__DIRECTIONS__
Every entry below should be copied exactly, minus the pictures.

__RECORDS FOR THIS EXERCISE__
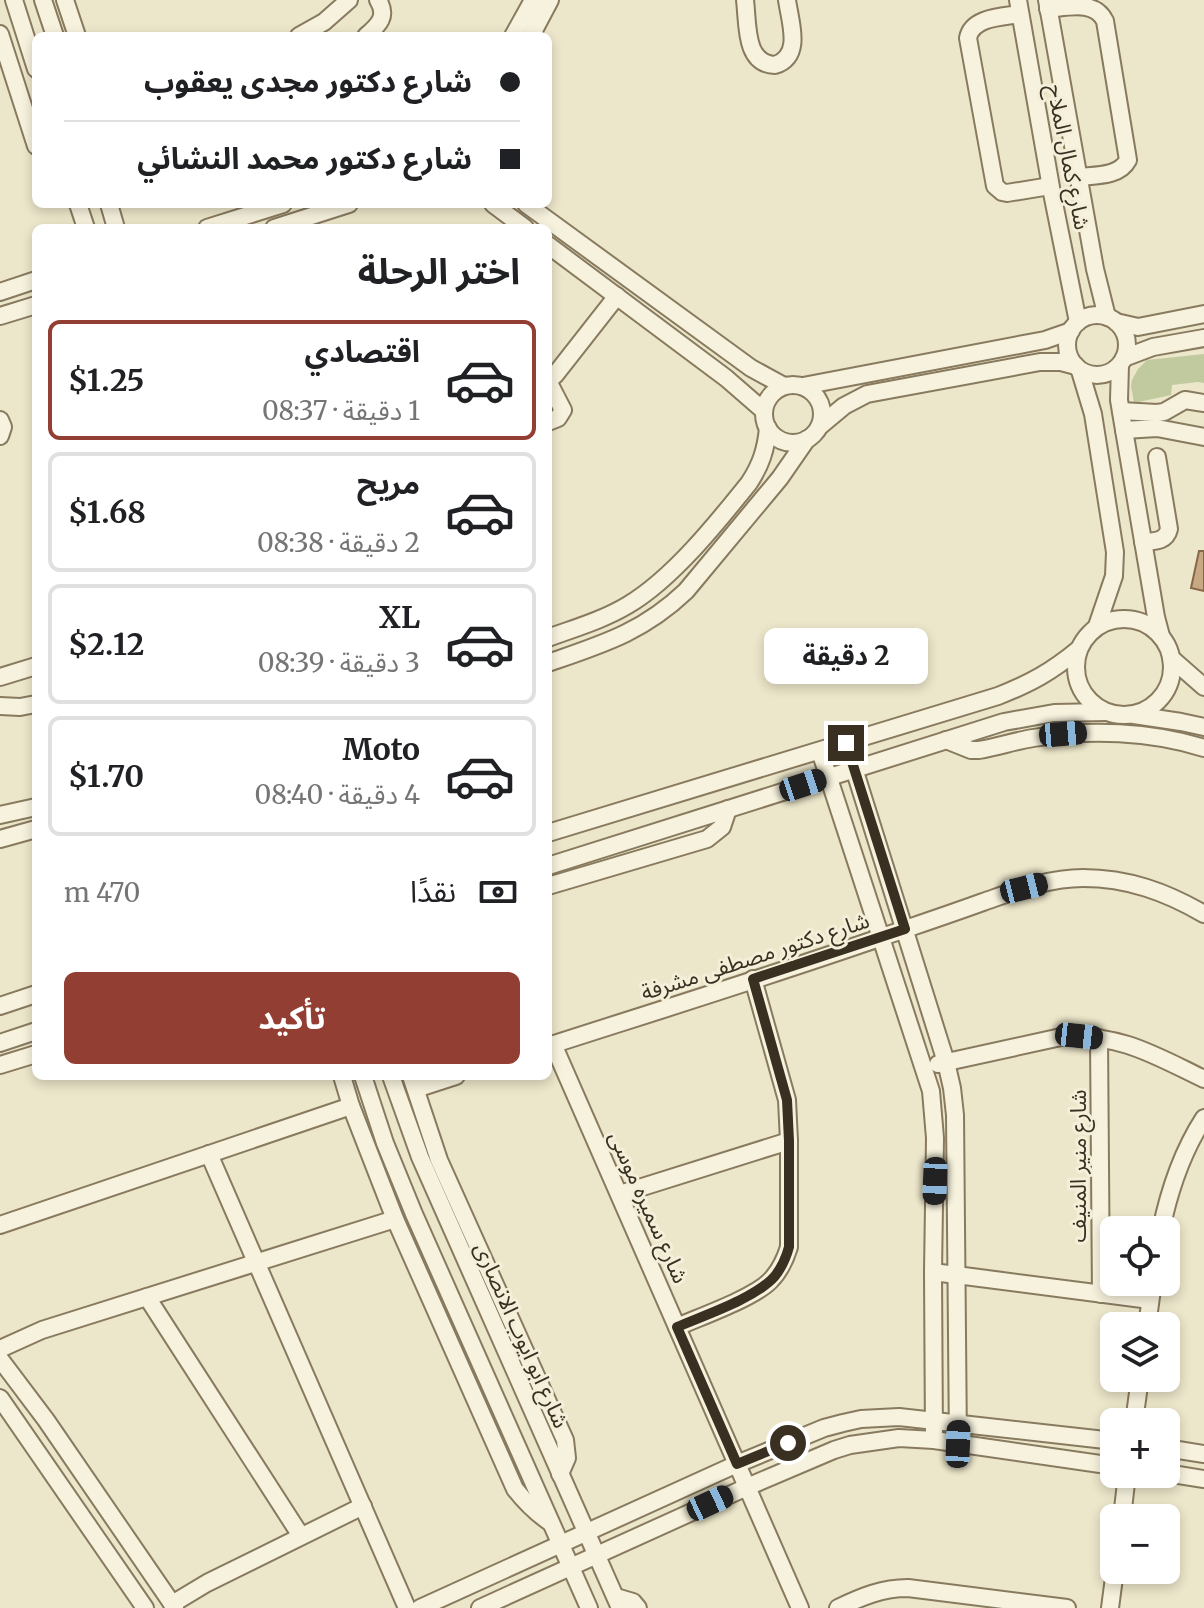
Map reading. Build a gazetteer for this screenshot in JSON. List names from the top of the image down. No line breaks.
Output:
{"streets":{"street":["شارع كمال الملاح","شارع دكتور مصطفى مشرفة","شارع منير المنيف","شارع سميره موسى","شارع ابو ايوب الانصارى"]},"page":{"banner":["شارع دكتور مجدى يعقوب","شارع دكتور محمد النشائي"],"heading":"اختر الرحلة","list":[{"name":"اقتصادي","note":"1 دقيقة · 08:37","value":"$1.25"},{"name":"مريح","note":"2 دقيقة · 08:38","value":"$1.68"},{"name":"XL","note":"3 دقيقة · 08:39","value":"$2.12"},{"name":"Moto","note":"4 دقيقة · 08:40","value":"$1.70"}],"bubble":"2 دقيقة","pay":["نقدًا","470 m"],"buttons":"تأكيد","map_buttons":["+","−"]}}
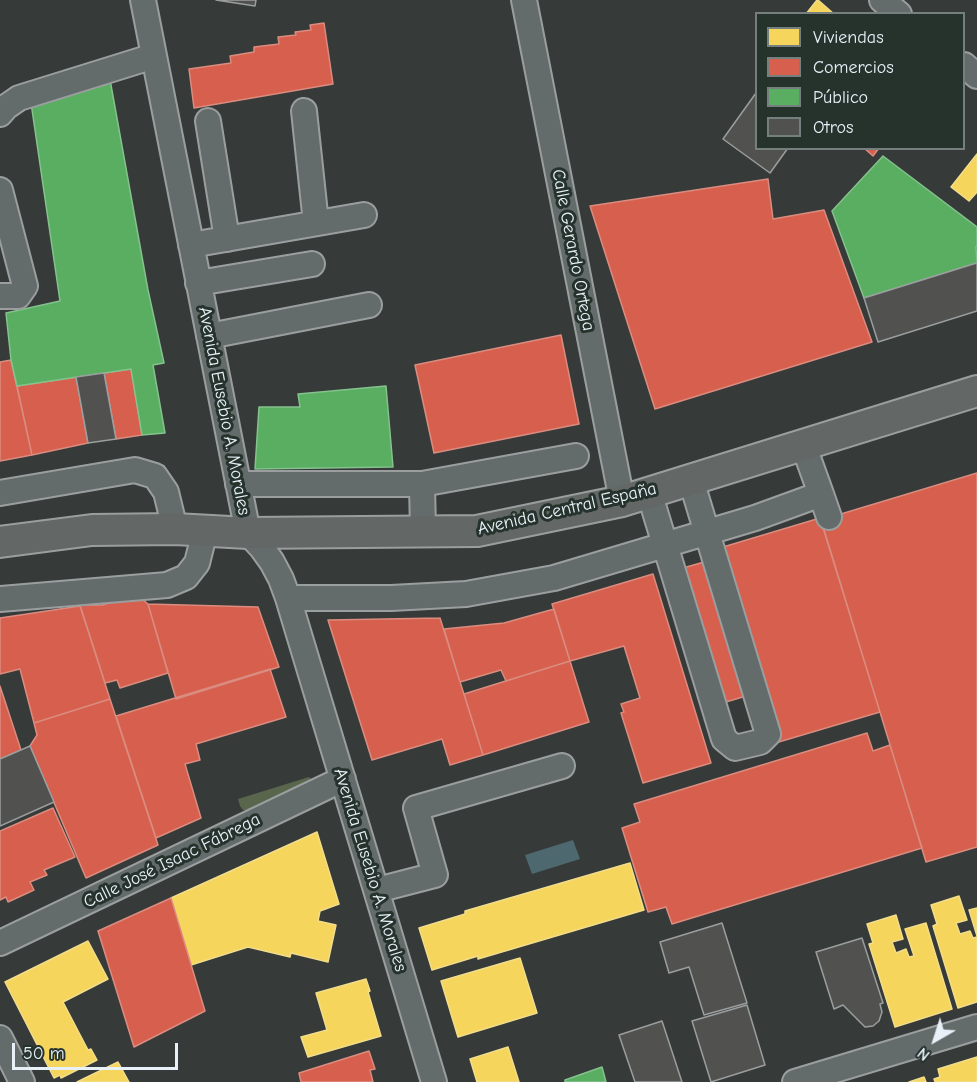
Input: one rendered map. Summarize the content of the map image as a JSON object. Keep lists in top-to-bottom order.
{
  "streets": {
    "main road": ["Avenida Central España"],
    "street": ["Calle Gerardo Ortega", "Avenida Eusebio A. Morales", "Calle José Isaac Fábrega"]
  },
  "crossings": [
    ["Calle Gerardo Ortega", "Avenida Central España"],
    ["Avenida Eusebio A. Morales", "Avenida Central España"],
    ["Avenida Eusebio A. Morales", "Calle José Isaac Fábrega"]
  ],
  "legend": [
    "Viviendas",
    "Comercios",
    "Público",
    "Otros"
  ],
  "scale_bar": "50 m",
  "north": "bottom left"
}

__SOLUTION__
Map reading. Build a gazetteer for this screenshot in JSON. List names from the top of the image down. No line breaks.
Output:
{"streets":{"street":["شارع كمال الملاح","شارع دكتور مصطفى مشرفة","شارع منير المنيف","شارع سميره موسى","شارع ابو ايوب الانصارى"]},"page":{"banner":["شارع دكتور مجدى يعقوب","شارع دكتور محمد النشائي"],"heading":"اختر الرحلة","list":[{"name":"اقتصادي","note":"1 دقيقة · 08:37","value":"$1.25"},{"name":"مريح","note":"2 دقيقة · 08:38","value":"$1.68"},{"name":"XL","note":"3 دقيقة · 08:39","value":"$2.12"},{"name":"Moto","note":"4 دقيقة · 08:40","value":"$1.70"}],"bubble":"2 دقيقة","pay":["نقدًا","470 m"],"buttons":"تأكيد","map_buttons":["+","−"]}}
Input: one rendered map. Summarize the content of the map image as a JSON object. Keep lists in top-to-bottom order.
{
  "streets": {
    "main road": ["Avenida Central España"],
    "street": ["Calle Gerardo Ortega", "Avenida Eusebio A. Morales", "Calle José Isaac Fábrega"]
  },
  "crossings": [
    ["Calle Gerardo Ortega", "Avenida Central España"],
    ["Avenida Eusebio A. Morales", "Avenida Central España"],
    ["Avenida Eusebio A. Morales", "Calle José Isaac Fábrega"]
  ],
  "legend": [
    "Viviendas",
    "Comercios",
    "Público",
    "Otros"
  ],
  "scale_bar": "50 m",
  "north": "bottom left"
}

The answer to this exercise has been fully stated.